Stored entries
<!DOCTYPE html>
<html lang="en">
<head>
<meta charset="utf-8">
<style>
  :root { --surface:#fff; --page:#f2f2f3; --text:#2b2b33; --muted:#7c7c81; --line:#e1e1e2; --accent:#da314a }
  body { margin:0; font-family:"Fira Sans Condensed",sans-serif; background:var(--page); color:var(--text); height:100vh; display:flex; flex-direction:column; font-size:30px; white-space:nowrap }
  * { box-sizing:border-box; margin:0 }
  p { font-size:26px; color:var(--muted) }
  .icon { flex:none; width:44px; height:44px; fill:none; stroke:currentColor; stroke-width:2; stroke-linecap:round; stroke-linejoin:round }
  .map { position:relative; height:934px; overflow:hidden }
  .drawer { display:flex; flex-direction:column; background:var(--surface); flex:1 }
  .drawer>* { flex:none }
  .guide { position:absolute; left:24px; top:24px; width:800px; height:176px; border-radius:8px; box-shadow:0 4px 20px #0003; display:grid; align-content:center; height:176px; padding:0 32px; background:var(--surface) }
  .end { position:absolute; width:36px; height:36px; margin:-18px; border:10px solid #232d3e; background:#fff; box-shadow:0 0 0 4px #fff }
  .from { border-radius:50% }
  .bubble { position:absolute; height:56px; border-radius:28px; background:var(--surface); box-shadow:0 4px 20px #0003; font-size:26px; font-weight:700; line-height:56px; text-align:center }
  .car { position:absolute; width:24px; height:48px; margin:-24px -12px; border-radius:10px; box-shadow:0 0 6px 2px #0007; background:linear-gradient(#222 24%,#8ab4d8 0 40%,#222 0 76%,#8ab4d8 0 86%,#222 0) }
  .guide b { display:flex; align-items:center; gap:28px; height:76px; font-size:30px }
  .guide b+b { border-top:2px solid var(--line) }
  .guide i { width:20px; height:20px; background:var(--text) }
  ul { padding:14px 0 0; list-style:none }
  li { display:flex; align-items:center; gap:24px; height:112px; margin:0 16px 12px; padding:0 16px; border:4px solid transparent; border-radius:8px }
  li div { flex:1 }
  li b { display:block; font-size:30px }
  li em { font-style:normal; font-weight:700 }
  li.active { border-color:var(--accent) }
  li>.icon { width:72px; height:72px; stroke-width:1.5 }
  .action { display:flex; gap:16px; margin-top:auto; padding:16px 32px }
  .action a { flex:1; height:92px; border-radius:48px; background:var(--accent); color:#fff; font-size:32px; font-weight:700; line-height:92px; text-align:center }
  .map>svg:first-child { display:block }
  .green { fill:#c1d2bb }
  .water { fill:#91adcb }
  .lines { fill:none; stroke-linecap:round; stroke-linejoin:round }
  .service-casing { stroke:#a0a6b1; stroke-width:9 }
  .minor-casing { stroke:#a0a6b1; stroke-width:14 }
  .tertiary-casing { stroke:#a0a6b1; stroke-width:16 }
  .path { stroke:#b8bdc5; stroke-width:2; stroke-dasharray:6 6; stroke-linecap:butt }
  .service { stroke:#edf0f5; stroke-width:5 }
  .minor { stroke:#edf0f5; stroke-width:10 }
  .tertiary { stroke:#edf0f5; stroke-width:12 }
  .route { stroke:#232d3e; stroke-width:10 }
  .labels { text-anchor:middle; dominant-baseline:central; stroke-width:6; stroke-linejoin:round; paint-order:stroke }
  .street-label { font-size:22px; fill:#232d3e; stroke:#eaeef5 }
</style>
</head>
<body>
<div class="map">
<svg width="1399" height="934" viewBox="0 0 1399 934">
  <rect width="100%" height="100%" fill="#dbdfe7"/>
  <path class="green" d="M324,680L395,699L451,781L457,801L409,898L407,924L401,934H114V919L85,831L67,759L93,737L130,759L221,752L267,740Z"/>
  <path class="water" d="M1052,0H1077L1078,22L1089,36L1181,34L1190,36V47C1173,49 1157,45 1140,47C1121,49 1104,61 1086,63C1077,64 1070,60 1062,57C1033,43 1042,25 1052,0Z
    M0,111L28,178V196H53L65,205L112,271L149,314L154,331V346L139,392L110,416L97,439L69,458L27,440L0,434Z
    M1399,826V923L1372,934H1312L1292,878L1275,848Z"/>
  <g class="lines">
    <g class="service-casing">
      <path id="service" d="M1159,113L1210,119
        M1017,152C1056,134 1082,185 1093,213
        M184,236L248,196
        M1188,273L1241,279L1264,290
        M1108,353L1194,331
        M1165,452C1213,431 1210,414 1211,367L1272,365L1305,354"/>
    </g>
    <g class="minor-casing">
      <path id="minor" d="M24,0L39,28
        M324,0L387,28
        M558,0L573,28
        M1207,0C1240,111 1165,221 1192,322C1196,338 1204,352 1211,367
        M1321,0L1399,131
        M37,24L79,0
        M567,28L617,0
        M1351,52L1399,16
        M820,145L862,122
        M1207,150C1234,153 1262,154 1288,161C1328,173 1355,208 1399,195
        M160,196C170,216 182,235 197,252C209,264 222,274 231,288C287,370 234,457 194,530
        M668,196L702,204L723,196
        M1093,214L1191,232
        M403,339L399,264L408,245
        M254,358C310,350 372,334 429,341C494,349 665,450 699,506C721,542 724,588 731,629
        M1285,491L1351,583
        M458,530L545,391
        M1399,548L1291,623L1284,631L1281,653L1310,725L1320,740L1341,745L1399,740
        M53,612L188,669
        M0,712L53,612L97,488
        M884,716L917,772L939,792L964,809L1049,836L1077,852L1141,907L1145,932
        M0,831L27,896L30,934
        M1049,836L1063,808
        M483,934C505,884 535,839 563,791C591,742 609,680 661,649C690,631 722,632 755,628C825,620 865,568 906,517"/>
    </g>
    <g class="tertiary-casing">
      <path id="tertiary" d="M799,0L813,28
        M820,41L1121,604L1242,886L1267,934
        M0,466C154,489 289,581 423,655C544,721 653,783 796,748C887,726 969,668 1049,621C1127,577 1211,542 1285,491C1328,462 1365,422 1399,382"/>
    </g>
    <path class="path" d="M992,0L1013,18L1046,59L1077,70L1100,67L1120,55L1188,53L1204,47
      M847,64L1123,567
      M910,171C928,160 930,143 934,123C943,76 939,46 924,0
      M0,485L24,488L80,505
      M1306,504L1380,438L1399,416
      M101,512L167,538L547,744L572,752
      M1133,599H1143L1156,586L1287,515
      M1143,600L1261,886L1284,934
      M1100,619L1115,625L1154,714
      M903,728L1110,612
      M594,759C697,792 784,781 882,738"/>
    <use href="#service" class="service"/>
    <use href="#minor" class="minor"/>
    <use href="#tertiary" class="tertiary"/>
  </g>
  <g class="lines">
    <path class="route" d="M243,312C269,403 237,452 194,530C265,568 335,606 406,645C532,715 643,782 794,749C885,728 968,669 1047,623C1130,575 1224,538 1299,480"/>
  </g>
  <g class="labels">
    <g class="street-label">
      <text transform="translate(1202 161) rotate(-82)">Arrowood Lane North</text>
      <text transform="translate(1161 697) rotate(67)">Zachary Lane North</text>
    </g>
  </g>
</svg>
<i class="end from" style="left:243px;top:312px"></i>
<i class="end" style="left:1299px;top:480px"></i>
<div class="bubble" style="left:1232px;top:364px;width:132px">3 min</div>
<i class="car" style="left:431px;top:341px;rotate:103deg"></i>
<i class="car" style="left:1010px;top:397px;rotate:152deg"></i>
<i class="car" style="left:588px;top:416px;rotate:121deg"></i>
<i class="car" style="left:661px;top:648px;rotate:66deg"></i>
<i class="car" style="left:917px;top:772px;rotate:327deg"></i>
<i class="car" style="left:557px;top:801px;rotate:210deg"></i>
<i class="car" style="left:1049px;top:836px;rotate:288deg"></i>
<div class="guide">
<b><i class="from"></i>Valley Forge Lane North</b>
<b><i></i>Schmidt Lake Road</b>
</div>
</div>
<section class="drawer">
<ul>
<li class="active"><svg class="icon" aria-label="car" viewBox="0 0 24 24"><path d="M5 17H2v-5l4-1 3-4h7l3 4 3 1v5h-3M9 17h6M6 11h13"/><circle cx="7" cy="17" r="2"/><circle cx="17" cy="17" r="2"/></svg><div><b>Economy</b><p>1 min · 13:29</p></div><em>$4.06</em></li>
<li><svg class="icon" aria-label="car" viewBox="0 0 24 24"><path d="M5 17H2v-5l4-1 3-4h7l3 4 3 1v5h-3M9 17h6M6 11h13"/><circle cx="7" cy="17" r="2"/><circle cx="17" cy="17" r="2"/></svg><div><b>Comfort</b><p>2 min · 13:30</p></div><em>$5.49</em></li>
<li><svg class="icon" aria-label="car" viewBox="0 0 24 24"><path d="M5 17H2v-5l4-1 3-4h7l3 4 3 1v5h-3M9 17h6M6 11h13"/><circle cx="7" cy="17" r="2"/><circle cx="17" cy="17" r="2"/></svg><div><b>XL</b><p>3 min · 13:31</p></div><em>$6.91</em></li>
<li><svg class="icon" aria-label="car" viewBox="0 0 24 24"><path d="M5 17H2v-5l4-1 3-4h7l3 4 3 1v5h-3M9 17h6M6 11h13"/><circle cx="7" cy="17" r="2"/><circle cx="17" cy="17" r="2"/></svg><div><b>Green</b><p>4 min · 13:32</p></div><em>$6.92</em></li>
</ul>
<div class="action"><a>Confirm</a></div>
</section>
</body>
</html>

Assignment: Copy out every line of the data that includes the word "weight".

Output for this task:
  .bubble { position:absolute; height:56px; border-radius:28px; background:var(--surface); box-shadow:0 4px 20px #0003; font-size:26px; font-weight:700; line-height:56px; text-align:center }
  li em { font-style:normal; font-weight:700 }
  .action a { flex:1; height:92px; border-radius:48px; background:var(--accent); color:#fff; font-size:32px; font-weight:700; line-height:92px; text-align:center }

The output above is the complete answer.